- [Work item] Could the data below please be reproduced word for word, without the pictures?

- [Source material]
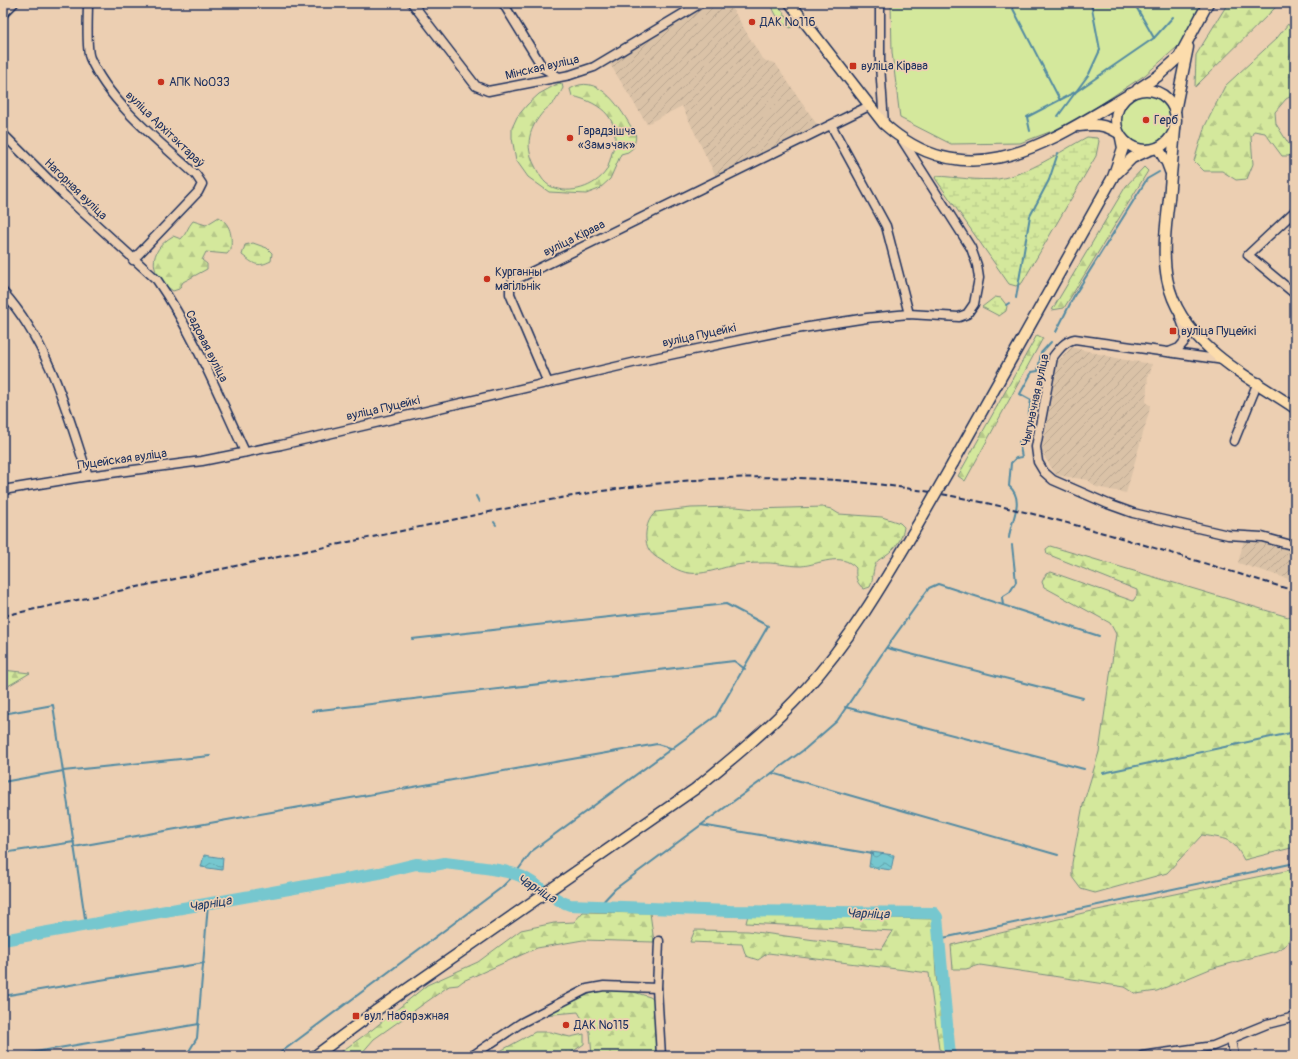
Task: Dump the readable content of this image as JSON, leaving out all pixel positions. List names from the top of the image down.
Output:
{
  "streets": {
    "street": [
      "Мінская вуліца",
      "вуліца Архітэктараў",
      "Нагорная вуліца",
      "вуліца Кірава",
      "вуліца Пуцейкі",
      "Садовая вуліца",
      "Чыгуначная вуліца",
      "Пуцейская вуліца"
    ]
  },
  "crossings": [
    ["вуліца Архітэктараў", "Нагорная вуліца"],
    ["вуліца Архітэктараў", "Садовая вуліца"],
    ["Нагорная вуліца", "Садовая вуліца"],
    ["вуліца Кірава", "вуліца Пуцейкі"],
    ["вуліца Пуцейкі", "Садовая вуліца"],
    ["вуліца Пуцейкі", "Пуцейская вуліца"],
    ["Садовая вуліца", "Пуцейская вуліца"]
  ],
  "water": ["Чарніца"],
  "places": {
    "other": [
      "ДАК №116",
      "АПК №033",
      "Герб",
      "Гарадзішча «Замэчак»",
      "Курганны магільнік",
      "ДАК №115"
    ],
    "transit": ["вуліца Кірава", "вуліца Пуцейкі", "вул. Набярэжная"]
  }
}
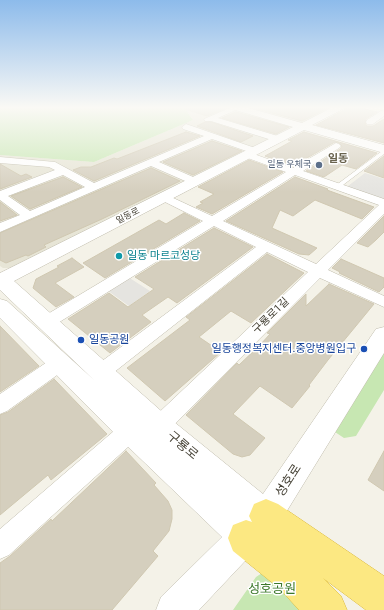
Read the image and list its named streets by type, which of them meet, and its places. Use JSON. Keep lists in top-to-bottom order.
{
  "streets": {
    "street": [
      "일동로",
      "구룡로1길",
      "구룡로",
      "성호로"
    ]
  },
  "crossings": [
    ["일동로", "구룡로"],
    ["구룡로1길", "구룡로"],
    ["구룡로", "성호로"]
  ],
  "districts": ["일동"],
  "parks": ["성호공원"],
  "places": [
    "일동 우체국",
    "일동 마르코성당",
    "일동공원",
    "일동행정복지센터.중앙병원입구"
  ]
}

- [Solution below]
Task: Dump the readable content of this image as JSON, leaving out all pixel positions. List names from the top of the image down.
Output:
{
  "streets": {
    "street": [
      "Мінская вуліца",
      "вуліца Архітэктараў",
      "Нагорная вуліца",
      "вуліца Кірава",
      "вуліца Пуцейкі",
      "Садовая вуліца",
      "Чыгуначная вуліца",
      "Пуцейская вуліца"
    ]
  },
  "crossings": [
    ["вуліца Архітэктараў", "Нагорная вуліца"],
    ["вуліца Архітэктараў", "Садовая вуліца"],
    ["Нагорная вуліца", "Садовая вуліца"],
    ["вуліца Кірава", "вуліца Пуцейкі"],
    ["вуліца Пуцейкі", "Садовая вуліца"],
    ["вуліца Пуцейкі", "Пуцейская вуліца"],
    ["Садовая вуліца", "Пуцейская вуліца"]
  ],
  "water": ["Чарніца"],
  "places": {
    "other": [
      "ДАК №116",
      "АПК №033",
      "Герб",
      "Гарадзішча «Замэчак»",
      "Курганны магільнік",
      "ДАК №115"
    ],
    "transit": ["вуліца Кірава", "вуліца Пуцейкі", "вул. Набярэжная"]
  }
}
Read the image and list its named streets by type, which of them meet, and its places. Use JSON. Keep lists in top-to-bottom order.
{
  "streets": {
    "street": [
      "일동로",
      "구룡로1길",
      "구룡로",
      "성호로"
    ]
  },
  "crossings": [
    ["일동로", "구룡로"],
    ["구룡로1길", "구룡로"],
    ["구룡로", "성호로"]
  ],
  "districts": ["일동"],
  "parks": ["성호공원"],
  "places": [
    "일동 우체국",
    "일동 마르코성당",
    "일동공원",
    "일동행정복지센터.중앙병원입구"
  ]
}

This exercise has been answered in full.